Required action >> All lines in the listing below that hold the string "function" are to be tallied, with only the total reported.

Records provided >>

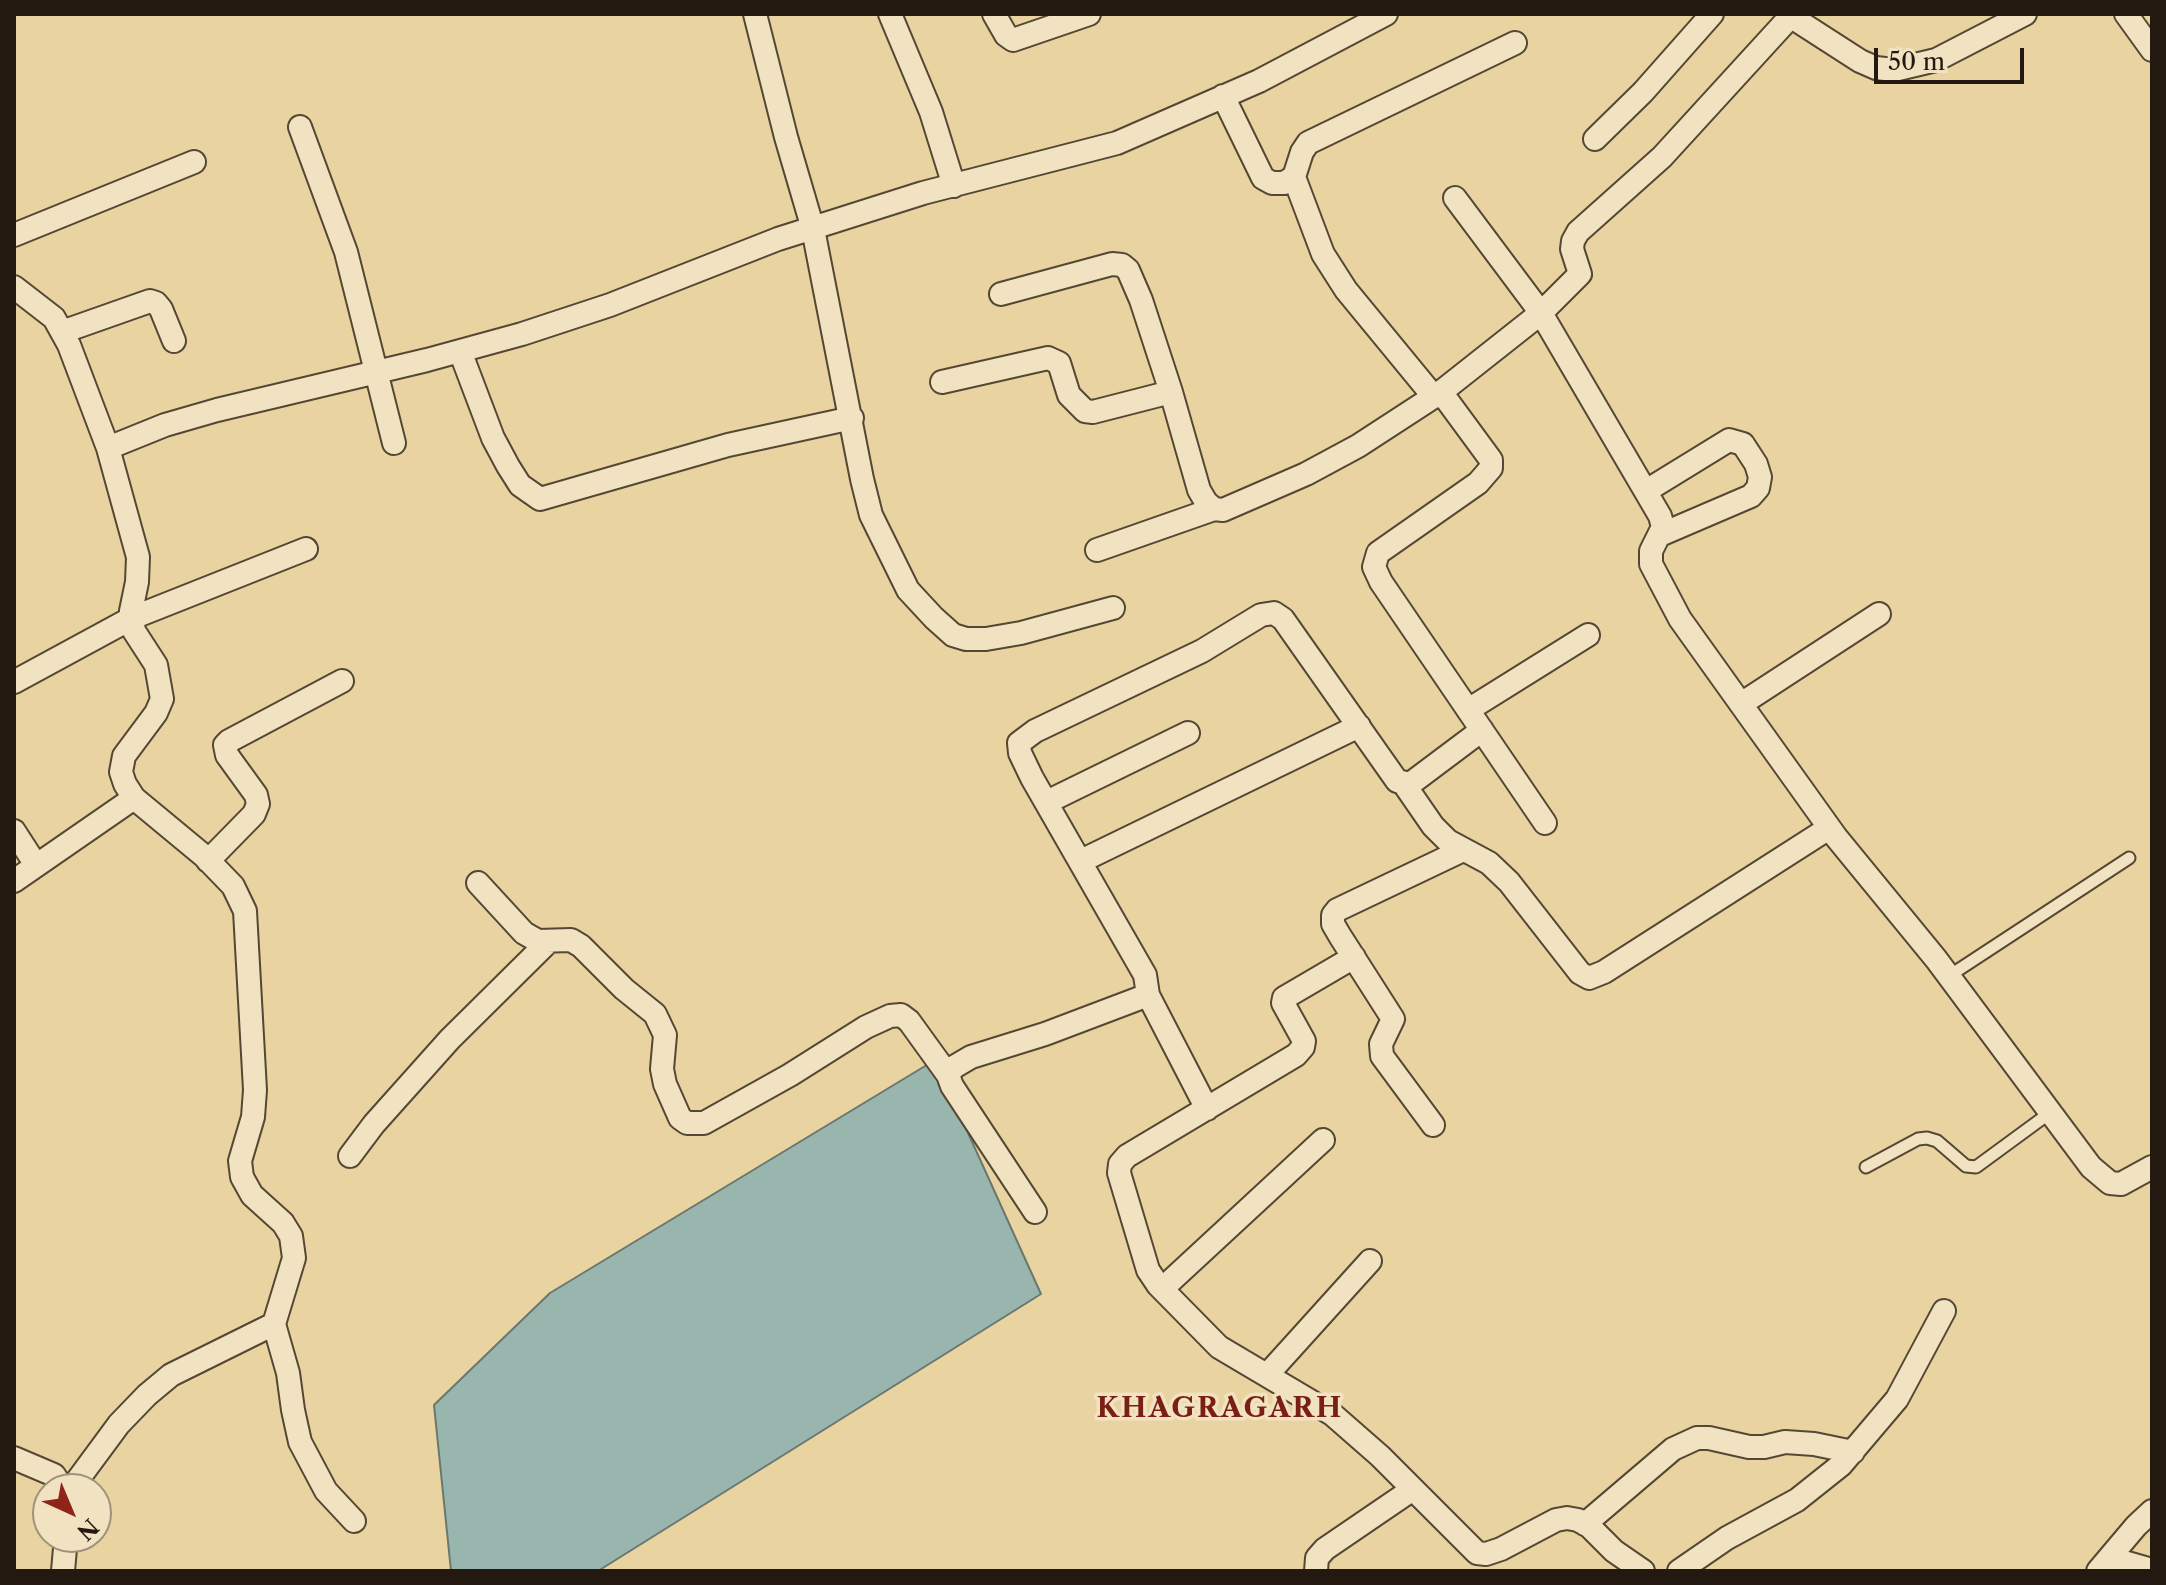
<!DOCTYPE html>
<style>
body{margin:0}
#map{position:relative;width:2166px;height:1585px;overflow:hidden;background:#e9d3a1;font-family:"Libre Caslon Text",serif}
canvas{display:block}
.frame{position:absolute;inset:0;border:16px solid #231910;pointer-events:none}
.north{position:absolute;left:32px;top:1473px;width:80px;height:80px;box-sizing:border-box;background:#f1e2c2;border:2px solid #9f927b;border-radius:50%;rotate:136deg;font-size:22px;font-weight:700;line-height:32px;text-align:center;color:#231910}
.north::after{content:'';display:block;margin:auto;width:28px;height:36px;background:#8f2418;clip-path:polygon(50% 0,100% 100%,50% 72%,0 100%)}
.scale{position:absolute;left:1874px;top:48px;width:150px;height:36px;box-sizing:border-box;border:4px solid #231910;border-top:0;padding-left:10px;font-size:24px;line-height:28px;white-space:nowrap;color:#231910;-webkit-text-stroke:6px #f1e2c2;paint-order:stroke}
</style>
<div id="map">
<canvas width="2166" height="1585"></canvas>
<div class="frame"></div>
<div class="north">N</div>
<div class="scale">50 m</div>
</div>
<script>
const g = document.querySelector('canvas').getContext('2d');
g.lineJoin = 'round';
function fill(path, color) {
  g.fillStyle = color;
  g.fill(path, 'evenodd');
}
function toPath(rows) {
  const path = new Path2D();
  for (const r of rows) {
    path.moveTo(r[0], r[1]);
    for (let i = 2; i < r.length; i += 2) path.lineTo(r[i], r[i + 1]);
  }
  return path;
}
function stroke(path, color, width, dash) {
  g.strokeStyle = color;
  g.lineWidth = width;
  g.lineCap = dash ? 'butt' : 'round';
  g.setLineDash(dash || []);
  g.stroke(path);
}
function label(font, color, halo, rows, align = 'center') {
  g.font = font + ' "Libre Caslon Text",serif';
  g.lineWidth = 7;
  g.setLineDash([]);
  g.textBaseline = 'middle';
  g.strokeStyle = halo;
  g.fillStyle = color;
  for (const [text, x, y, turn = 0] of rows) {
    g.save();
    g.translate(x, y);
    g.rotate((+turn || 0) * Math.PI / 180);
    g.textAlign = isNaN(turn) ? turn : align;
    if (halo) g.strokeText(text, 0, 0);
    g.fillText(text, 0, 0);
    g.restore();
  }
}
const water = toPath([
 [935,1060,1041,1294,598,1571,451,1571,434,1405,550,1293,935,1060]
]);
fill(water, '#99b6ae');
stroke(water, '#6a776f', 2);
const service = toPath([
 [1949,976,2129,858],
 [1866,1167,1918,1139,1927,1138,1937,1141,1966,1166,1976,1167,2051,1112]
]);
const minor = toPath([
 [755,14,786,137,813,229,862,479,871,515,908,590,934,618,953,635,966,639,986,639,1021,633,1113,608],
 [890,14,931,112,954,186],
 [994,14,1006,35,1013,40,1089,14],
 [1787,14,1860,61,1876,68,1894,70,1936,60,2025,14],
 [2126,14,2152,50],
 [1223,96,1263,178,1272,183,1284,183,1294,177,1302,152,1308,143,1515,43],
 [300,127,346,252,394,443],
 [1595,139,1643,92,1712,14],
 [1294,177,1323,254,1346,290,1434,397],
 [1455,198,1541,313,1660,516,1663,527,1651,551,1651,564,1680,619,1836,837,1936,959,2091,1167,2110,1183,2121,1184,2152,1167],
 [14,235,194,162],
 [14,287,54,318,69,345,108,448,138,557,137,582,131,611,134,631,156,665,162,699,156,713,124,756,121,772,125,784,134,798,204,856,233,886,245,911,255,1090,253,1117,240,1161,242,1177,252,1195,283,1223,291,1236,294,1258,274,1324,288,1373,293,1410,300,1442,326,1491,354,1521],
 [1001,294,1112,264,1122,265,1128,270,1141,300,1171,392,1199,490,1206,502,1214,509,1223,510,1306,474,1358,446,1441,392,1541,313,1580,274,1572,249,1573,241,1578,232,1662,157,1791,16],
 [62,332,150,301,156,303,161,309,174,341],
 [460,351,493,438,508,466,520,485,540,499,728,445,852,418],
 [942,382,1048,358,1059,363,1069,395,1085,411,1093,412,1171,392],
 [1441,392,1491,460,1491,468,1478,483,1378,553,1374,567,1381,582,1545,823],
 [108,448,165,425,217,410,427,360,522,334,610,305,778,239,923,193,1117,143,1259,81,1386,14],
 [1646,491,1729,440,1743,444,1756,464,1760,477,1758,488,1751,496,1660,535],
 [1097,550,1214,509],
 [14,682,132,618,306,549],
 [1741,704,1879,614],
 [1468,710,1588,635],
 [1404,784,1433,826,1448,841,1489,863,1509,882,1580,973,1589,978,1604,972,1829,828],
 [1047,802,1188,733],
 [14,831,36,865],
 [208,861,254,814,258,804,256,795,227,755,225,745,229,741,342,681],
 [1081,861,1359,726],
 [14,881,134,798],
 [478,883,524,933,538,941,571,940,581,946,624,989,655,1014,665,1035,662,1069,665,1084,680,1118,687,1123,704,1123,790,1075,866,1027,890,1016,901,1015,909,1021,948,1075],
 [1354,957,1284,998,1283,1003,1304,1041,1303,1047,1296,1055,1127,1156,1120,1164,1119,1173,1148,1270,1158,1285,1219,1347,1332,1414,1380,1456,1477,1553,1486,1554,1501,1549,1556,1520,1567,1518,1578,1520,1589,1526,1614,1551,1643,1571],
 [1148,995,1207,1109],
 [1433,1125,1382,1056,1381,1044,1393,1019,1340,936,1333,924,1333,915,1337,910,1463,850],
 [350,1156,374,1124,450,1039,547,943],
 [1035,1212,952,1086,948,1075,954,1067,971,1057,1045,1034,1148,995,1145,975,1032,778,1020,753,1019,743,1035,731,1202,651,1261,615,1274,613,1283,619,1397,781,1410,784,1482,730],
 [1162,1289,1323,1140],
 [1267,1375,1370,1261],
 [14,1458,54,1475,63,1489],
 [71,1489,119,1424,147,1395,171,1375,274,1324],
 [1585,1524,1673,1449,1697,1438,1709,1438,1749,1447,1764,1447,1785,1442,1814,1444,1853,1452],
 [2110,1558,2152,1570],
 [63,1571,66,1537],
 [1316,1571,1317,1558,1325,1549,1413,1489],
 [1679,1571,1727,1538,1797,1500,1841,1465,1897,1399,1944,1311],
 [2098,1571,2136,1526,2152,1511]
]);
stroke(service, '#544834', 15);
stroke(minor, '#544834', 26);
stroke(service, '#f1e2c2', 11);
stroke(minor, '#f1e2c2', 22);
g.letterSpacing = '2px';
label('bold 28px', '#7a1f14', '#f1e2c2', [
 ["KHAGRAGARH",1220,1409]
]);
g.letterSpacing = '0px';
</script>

Written answer >> 4